Porcine epidemic diarrhea (PED), caused by porcine epidemic diarrhea virus (PEDV), can occur in all age groups; however, piglets are the main group affected because of their incomplete immune system, manifesting as acute diarrhea, vomiting, and dehydration, with a mortality rate of up to 100%. PEDV was first isolated in the UK in 1971 and spread rapidly throughout Europe (Pensaert and de Bouck, 1978). PEDV was first identified in Asia in 1982, and has since been reported in various Asian countries (Takahashi et al., 1983). Although it was widely prevalent, its low mortality rate meant it did not attract much attention. In 2010, a highly pathogenic mutant strain with a 100% mortality rate emerged in China, rapidly spreading to many Asian countries (Chen et al., 2011; Wang et al., 2016). This highly virulent variant spread to the United States in 2013, causing a total loss of $400 million in the pig industry in 31 states over a short period (Stevenson et al., 2013; Lowe et al., 2014; Jung and Saif, 2015). A similar strain emerged in Germany in 2014, followed by reports of PED in France, Belgium, Italy, Austria, and Spain among the European countries (Hanke et al., 2017). Therefore, PEDV is regarded as one of the most devastating pig viruses, causing significant economic losses to the global pig industry. Presently, PEDV has become a very important pig pathogen in China, second only to African swine fever virus and porcine reproductive and respiratory syndrome virus (Wang et al., 2019). Within China, the Guangdong and Henan provinces have been identified as major hubs for PEDV transmission, with the pig trade playing a crucial role (He et al., 2022).

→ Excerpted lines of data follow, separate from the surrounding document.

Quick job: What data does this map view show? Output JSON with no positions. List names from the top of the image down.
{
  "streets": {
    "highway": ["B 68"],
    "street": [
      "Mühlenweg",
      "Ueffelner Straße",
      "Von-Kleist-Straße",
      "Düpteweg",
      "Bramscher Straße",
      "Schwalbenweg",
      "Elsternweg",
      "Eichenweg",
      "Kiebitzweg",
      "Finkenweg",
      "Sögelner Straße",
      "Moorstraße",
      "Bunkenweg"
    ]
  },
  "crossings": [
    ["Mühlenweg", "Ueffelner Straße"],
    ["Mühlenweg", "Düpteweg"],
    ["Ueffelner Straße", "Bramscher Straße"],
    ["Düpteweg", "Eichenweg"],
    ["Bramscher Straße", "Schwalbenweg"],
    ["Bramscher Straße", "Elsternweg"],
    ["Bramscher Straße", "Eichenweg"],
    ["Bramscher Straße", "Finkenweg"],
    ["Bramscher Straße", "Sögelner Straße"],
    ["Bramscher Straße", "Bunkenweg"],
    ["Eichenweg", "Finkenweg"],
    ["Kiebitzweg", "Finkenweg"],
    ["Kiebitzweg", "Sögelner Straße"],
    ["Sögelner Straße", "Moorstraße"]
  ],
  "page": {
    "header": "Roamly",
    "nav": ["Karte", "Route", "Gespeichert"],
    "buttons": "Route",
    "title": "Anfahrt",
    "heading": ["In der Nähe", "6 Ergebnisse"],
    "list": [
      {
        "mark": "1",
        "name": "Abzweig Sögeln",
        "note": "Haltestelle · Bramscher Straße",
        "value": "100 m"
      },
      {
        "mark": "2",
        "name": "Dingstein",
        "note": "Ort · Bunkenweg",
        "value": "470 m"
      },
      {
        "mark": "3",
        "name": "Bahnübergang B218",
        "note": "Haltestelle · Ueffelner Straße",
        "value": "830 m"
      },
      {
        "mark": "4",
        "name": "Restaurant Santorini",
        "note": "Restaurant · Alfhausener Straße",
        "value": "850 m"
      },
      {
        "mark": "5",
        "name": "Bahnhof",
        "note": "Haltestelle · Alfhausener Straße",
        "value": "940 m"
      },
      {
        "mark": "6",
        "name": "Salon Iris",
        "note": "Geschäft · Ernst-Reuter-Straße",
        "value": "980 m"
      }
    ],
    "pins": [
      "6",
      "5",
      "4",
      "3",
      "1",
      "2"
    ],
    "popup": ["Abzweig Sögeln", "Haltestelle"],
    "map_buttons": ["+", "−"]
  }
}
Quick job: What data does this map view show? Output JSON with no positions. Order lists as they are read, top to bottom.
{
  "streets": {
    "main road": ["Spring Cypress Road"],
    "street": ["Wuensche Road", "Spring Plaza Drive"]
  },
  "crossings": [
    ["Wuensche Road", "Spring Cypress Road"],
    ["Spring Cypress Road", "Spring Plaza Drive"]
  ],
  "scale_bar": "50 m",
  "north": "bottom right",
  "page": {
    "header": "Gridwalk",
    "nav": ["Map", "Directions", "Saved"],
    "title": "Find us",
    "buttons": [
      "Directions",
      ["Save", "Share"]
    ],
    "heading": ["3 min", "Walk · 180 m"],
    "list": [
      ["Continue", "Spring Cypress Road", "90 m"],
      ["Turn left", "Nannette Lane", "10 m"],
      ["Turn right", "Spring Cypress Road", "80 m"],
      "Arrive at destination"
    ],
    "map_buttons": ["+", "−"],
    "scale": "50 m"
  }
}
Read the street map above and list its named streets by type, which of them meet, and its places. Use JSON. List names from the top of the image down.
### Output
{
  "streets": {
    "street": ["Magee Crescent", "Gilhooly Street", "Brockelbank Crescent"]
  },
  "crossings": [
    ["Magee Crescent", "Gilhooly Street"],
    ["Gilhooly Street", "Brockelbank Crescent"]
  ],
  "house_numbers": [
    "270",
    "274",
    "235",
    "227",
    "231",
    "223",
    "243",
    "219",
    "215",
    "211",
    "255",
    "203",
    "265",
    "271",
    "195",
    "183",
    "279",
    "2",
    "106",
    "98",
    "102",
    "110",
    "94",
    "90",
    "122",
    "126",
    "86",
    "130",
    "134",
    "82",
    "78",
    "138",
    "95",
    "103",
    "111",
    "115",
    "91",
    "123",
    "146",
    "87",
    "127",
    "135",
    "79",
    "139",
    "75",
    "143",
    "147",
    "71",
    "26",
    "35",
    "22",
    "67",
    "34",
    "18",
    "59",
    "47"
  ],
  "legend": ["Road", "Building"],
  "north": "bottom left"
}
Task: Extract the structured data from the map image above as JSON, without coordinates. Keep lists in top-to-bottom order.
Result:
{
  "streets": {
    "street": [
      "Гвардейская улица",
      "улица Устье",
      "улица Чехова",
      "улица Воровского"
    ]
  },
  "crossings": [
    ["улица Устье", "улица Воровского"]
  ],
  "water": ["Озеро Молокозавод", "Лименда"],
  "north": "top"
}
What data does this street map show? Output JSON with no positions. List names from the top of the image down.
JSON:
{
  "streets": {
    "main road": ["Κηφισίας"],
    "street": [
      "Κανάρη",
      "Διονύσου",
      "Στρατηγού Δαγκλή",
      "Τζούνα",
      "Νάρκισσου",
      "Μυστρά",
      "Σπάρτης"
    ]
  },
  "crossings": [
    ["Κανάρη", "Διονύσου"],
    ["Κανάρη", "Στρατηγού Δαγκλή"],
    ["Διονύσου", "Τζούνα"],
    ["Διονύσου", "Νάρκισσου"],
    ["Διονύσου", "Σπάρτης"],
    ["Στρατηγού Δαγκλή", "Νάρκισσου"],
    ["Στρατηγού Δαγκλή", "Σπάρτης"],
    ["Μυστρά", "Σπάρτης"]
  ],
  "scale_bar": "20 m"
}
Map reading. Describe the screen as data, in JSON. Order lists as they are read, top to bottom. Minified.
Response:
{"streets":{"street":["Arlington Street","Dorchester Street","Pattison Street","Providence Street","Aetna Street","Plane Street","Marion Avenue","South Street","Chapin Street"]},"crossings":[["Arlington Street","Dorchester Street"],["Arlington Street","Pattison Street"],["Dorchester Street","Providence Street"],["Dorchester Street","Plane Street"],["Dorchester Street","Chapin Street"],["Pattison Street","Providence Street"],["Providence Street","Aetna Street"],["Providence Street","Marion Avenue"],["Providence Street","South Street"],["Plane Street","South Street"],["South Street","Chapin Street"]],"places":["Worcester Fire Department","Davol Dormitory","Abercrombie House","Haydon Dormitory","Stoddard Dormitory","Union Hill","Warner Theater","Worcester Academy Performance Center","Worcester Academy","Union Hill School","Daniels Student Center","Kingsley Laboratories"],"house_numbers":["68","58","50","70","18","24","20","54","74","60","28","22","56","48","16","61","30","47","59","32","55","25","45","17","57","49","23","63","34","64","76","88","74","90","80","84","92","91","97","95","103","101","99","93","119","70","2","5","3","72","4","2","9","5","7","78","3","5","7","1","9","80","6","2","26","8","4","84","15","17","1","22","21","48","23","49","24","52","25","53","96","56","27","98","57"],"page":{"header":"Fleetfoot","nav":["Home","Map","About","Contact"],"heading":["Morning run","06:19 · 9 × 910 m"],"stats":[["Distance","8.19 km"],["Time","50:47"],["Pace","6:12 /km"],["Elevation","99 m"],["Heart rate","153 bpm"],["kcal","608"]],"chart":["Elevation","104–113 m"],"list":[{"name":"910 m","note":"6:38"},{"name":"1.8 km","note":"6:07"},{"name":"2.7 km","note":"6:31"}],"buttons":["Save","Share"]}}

PEDV, a member of the genus Alphacoronavirus, is an enveloped, positive-sense single-stranded RNA virus. Its genome size is approximately 28 kb, and it encodes four structural proteins (S, E, M, and N), 16 non-structural proteins (nsp1–nsp16), and an auxiliary protein ORF3 (Lin et al., 2022). The S protein is a major determinant of virulence and mediates viral entry into host cells (Li, 2016). Mutations or insertions in the S1 region (1–789 amino acids) affect virulence (Suzuki et al., 2018). Therefore, the S gene is commonly used for genetic and evolutionary analyses to distinguish between PEDV strains. Among the non-structural proteins, nsp1, nsp3, nsp5, nsp7, nsp14, nsp15, and nsp16 can serve as interferon antagonists and regulate the natural immune response, with nsp1 having the most significant effect on the host’s innate immune response (Zhang et al., 2016). Further, nsp1 is considered an important virulence determinant and target for vaccine development as it can interfere with host gene expression and stimulate antiviral responses, thereby blunting the host’s innate immune response to coronavirus pathogens (Hu et al., 2021). It has been shown that nsp1 mutations affect the virulence of PEDV (Niu et al., 2022).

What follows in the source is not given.